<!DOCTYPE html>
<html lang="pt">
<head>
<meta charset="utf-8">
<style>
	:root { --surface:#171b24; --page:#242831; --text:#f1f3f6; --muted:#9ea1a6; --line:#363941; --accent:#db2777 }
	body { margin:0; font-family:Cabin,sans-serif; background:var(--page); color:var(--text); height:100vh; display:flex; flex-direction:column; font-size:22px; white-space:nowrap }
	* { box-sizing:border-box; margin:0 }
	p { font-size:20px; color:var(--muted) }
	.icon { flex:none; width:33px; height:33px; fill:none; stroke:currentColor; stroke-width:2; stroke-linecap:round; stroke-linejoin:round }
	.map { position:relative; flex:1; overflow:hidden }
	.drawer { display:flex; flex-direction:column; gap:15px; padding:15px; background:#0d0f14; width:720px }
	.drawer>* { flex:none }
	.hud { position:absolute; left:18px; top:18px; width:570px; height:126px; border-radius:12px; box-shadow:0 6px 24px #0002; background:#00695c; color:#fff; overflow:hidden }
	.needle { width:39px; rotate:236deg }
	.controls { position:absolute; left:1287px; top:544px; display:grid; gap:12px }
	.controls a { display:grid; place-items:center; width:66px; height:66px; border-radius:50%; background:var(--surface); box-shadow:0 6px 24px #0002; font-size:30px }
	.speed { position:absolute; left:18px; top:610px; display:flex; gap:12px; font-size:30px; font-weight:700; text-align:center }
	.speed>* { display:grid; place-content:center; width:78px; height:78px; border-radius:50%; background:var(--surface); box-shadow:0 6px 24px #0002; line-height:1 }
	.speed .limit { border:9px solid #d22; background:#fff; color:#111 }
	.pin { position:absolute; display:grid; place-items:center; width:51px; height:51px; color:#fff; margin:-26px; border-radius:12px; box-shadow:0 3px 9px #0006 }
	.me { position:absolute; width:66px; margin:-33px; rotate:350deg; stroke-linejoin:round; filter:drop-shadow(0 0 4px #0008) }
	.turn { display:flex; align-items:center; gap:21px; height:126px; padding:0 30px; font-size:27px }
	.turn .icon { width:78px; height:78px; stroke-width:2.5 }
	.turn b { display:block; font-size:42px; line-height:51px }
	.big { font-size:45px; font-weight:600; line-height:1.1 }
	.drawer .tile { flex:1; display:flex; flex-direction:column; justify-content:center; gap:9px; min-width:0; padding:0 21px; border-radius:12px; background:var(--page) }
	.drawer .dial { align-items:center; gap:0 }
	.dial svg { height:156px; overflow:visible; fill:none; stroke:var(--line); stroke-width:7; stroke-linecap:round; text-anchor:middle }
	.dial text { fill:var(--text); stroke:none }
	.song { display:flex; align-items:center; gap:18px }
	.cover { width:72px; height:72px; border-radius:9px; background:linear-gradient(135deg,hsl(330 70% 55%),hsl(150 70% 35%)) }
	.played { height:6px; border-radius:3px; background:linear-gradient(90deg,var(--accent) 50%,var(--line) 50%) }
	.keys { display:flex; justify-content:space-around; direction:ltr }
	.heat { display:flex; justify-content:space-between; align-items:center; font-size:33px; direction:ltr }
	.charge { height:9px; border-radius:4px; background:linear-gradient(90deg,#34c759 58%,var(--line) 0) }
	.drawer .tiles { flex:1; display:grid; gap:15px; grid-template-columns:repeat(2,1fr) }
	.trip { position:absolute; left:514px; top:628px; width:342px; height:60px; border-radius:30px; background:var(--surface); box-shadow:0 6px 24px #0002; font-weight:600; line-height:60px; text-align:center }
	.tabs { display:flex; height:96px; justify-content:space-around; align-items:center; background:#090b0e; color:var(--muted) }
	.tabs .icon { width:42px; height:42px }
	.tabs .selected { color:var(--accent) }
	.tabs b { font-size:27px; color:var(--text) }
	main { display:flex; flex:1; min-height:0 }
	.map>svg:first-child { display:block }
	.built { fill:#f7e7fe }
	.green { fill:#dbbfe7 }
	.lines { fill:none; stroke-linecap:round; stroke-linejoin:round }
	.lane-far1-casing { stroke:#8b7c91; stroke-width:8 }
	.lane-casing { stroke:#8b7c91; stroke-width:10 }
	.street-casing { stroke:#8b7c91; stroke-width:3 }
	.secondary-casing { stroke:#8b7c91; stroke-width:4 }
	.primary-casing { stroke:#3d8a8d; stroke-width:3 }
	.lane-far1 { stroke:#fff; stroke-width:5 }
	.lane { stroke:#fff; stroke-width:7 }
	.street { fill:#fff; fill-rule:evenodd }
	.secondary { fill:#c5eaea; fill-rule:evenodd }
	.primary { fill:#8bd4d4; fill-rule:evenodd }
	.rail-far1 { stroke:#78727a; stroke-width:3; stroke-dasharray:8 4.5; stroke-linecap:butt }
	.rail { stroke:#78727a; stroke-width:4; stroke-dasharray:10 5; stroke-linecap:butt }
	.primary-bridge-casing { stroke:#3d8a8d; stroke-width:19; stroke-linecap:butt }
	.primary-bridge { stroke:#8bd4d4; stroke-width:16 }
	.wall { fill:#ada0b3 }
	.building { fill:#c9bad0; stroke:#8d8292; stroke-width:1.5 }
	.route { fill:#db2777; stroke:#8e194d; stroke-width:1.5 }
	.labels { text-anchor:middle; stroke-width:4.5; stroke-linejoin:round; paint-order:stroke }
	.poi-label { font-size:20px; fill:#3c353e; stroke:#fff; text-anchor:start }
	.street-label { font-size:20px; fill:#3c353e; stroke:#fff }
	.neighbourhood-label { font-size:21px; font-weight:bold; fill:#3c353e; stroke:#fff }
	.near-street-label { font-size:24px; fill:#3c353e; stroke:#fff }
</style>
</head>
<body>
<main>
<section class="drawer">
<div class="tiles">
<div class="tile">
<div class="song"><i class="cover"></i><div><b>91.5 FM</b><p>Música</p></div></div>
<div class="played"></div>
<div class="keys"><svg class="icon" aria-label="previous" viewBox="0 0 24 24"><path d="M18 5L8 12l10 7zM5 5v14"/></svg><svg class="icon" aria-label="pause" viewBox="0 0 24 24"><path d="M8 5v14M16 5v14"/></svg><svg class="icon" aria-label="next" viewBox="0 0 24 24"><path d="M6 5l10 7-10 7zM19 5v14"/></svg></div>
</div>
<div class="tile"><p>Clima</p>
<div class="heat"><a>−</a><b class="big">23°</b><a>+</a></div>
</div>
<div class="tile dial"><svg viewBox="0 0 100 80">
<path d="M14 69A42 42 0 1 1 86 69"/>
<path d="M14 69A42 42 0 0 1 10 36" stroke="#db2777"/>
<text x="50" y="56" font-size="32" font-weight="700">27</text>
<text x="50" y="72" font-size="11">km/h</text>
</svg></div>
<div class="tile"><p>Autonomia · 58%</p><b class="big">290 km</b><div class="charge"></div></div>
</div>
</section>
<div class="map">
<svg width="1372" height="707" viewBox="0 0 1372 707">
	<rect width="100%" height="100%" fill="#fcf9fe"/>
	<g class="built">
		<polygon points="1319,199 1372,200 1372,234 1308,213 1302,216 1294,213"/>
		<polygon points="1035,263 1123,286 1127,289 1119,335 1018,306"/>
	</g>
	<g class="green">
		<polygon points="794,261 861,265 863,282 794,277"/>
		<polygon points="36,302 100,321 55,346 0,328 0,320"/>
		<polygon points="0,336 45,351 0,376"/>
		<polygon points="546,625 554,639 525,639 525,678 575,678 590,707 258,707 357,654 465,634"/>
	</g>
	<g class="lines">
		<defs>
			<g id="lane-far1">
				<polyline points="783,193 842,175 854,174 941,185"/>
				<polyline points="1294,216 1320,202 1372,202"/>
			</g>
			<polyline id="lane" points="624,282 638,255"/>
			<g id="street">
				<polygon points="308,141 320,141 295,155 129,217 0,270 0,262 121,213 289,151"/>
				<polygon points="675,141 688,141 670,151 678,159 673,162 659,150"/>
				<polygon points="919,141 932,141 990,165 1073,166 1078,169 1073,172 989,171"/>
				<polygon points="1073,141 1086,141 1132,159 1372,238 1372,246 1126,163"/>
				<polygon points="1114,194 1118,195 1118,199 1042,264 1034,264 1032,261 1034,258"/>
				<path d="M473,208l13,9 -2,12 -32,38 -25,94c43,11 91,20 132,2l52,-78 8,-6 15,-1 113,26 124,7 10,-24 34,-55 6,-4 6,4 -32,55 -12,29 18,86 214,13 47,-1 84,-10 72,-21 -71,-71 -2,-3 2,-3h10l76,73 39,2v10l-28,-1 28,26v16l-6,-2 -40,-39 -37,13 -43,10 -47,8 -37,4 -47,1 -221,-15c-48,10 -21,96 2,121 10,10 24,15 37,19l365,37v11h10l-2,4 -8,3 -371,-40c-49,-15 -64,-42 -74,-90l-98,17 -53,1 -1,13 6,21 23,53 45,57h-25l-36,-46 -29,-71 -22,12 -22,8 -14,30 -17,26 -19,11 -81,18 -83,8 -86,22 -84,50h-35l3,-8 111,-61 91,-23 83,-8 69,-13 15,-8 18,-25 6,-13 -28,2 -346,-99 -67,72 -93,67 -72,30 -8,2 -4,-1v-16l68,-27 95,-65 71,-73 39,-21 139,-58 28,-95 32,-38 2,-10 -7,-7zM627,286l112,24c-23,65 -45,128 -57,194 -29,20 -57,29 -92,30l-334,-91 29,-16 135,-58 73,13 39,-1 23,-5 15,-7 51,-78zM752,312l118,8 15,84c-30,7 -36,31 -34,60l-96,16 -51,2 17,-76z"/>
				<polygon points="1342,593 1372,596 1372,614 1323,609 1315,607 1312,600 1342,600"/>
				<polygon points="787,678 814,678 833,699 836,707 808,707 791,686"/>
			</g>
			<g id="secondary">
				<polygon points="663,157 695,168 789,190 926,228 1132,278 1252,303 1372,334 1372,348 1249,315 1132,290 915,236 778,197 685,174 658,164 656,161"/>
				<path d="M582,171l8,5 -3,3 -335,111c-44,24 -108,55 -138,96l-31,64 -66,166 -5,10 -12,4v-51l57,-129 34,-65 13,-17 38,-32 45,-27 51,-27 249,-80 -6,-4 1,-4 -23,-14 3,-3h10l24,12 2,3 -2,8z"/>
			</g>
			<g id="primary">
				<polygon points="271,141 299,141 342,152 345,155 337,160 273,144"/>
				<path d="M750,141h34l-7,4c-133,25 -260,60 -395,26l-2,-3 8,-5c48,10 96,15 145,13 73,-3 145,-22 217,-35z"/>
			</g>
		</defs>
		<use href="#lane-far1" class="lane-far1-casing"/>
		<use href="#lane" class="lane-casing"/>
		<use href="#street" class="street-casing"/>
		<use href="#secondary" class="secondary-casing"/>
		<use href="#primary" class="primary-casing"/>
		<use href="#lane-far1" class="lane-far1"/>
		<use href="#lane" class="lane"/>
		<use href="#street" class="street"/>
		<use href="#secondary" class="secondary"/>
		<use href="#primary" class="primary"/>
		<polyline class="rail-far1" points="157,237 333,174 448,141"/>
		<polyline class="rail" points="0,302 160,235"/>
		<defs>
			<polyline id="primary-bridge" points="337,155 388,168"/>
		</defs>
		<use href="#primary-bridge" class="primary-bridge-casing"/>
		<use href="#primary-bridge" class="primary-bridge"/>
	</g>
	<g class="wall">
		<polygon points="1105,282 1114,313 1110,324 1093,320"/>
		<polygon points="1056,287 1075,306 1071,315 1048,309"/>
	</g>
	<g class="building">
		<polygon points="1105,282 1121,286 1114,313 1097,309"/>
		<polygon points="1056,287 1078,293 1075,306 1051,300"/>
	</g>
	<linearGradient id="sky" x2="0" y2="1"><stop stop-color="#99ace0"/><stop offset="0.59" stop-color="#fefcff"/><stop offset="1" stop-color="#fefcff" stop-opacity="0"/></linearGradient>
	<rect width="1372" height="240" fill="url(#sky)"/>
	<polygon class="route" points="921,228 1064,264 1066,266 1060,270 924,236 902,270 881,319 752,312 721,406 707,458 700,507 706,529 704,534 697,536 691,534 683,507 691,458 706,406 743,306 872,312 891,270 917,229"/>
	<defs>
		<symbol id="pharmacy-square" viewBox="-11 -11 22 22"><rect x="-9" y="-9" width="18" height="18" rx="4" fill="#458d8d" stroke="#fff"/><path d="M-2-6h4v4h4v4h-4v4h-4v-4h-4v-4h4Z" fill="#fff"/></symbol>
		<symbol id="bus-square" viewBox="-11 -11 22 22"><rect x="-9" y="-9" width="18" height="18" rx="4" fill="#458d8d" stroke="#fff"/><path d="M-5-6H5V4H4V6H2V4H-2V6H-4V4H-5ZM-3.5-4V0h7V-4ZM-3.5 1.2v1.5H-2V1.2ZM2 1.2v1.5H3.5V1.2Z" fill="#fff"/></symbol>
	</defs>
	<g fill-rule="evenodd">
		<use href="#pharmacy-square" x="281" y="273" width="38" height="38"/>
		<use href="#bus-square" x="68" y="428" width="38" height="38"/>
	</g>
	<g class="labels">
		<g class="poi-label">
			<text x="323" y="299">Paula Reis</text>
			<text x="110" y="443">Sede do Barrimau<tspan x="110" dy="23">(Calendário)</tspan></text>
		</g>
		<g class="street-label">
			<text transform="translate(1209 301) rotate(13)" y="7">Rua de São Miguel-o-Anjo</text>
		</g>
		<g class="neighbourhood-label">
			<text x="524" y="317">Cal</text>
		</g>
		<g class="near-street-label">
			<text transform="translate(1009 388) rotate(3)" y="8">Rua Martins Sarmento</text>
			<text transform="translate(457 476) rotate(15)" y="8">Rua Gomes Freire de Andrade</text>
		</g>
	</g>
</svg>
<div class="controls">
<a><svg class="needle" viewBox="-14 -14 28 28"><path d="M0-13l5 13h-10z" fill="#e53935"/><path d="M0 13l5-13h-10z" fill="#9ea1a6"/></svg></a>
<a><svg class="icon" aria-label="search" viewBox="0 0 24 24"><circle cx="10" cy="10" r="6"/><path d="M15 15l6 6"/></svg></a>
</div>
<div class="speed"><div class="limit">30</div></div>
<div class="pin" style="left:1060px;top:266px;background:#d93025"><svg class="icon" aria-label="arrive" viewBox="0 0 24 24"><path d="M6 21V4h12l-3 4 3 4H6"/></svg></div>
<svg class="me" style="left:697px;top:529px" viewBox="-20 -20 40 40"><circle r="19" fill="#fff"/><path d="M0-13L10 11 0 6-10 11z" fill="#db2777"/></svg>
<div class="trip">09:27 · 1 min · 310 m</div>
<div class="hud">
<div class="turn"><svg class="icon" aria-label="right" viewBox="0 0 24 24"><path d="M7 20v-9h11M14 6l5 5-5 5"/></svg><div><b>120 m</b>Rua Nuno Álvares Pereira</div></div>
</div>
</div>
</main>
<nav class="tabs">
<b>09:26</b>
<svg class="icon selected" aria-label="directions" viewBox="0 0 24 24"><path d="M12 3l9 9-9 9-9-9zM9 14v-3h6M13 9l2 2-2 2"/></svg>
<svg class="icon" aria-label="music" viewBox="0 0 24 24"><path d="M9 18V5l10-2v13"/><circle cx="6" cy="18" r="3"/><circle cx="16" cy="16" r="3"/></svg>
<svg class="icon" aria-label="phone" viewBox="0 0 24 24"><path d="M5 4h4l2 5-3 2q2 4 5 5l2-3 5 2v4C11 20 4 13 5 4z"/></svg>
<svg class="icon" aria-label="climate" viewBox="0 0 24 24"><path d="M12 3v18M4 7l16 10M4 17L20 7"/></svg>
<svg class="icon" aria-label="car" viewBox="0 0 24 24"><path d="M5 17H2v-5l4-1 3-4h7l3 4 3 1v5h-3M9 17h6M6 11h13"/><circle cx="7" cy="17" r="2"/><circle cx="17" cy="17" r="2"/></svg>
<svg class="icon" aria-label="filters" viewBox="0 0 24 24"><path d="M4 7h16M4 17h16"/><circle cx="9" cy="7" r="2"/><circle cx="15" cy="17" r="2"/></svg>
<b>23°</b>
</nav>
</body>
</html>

(Exercise goal) Only lines with the word "grid" go in the answer. Take them all from the entries above.

(Problem solution)
	.controls { position:absolute; left:1287px; top:544px; display:grid; gap:12px }
	.controls a { display:grid; place-items:center; width:66px; height:66px; border-radius:50%; background:var(--surface); box-shadow:0 6px 24px #0002; font-size:30px }
	.speed>* { display:grid; place-content:center; width:78px; height:78px; border-radius:50%; background:var(--surface); box-shadow:0 6px 24px #0002; line-height:1 }
	.pin { position:absolute; display:grid; place-items:center; width:51px; height:51px; color:#fff; margin:-26px; border-radius:12px; box-shadow:0 3px 9px #0006 }
	.drawer .tiles { flex:1; display:grid; gap:15px; grid-template-columns:repeat(2,1fr) }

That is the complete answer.